Layered crystals at the quantum confinement (2D) limit are emerging as an important class of materials for information and energy conversion technologies1,2. Especially after demonstration and synthesis of 2D materials with finite band gaps, such as h-BN and members of the semiconducting transition metal dichalcogenides (sTMDs) family3,4,5, a large number of proof-of-concept devices has been realized1,6. In particular, sTMDs have shown great potential in optoelectronics applications owing to their unusual properties in the quantum confinement limit7,8,9,10,11. However, unlike the vast number of existing conventional materials where their gap values almost continuously cover from near infrared (NIR) to deep UV, the full potential of these 2D materials is mostly limited by their energy gaps, band alignment properties, and, with respect to 3D materials, offers a relatively small number of materials to choose from.

Here, we experimentally and theoretically report on the physical, chemical, and lattice vibrations of 2D Mg(OH)2, a member of alkaline metal hydroxides (AMHs), for the first time. By modified Mg(OH)2 hydrothermal synthesis technique, we successfully isolated 2D Mg(OH)2 from highly crystalline, large domain size, and layered Mg(OH)2 crystals. Raman spectroscopy measurements on Mg(OH)2 show that the lattice vibration characteristics and their dimensionality dependence are in stark contrast to other 2D materials known to date. Instead of first-order Raman peaks, the lattice vibration characteristics of 2D Mg(OH)2 are mostly dominated by two hydroxyl (–OH) group in-phase and out-of-phase vibration modes (A1gOH(1,2)) which appear at 3642 and 3651 cm−1. A1gOH peak position and shape strongly depend on the interaction between –OH groups in the adjacent layers and, in 2D, Raman spectrum reduces to out-of-plane mode. Nanoscale sub-wavelength electron energy-loss spectroscopy (nano-EELS) measurements correlate with the electronic structure to the dimensionality of the Mg(OH)2, showing the band renormalization effects on 2D insulating materials. Owing to the strong polarization at the AMHs surface (induced by the hydroxyl group), vertical stacking of Mg(OH)2/MoS2 enables tuning the MoS2 properties as evidenced by much enhanced photoluminescence (PL) emission and shifted PL peak position. Overall results expand the library of 2D materials towards insulating counter-parts, offering a new class of 2D insulating materials with unique physical, chemical, and vibrational properties.

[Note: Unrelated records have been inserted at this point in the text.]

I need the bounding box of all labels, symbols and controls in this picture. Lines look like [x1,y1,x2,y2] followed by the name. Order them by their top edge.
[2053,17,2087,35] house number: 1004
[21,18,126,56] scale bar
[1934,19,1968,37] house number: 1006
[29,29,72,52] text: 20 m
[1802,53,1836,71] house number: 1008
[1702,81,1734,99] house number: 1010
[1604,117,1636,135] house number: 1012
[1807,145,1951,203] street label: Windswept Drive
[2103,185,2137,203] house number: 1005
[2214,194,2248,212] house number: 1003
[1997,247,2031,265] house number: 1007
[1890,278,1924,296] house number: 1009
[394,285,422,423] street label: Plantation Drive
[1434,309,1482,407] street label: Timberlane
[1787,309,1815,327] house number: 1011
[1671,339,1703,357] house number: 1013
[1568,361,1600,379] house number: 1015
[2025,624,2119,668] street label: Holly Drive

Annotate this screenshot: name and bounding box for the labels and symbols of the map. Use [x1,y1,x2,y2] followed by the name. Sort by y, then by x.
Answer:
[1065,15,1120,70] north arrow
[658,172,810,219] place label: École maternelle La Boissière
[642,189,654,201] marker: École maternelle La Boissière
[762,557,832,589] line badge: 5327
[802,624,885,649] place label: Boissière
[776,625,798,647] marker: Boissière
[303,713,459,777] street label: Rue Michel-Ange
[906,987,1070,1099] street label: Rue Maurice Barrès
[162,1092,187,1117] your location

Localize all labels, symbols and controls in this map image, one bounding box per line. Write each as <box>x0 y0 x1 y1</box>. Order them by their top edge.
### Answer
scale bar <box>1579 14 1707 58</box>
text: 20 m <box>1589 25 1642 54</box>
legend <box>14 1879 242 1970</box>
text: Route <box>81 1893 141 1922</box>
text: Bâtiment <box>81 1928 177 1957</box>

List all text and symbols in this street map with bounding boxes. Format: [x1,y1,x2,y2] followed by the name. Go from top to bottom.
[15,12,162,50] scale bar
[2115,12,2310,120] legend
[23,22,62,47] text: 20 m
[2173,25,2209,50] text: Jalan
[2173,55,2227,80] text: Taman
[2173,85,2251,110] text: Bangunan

Structure, crystal growth, and 2D Mg(OH)2 sheets

Alkaline earth metal hydroxides are a family of layered crystals with the general formula M(OH)2, where M is alkaline metal from group IIA elements such as Ca and Mg12,13. Similar to transition metal dichalcogenides (TMDs), alkaline hydroxides belong to the P3m1 (Hermann-Mauguin notation) space group, except the unit cell consists of one alkaline metal group element (Ca, Mg) symmetrically bonded to two hydroxide groups in the T-phase as opposed to observed H-phase in group VI TMDs (e.g. MoS2, WS2) as shown in Fig. 1a.

Figure 1
Figure 1

AMHs crystal structure and characterization (a) Structural comparison between MoS2, a member of TMDCs and Mg(OH)2 from AMHs family. (b) XRD pattern taken directly from Mg(OH)2 crystals. (c) Transmission electron microscopy image and SAED pattern taken from synthesized crystals displaying the crystallinity and 1T lattice structure. (d) Atomic force microscopy images taken from monolayer and few-layer Mg(OH)2.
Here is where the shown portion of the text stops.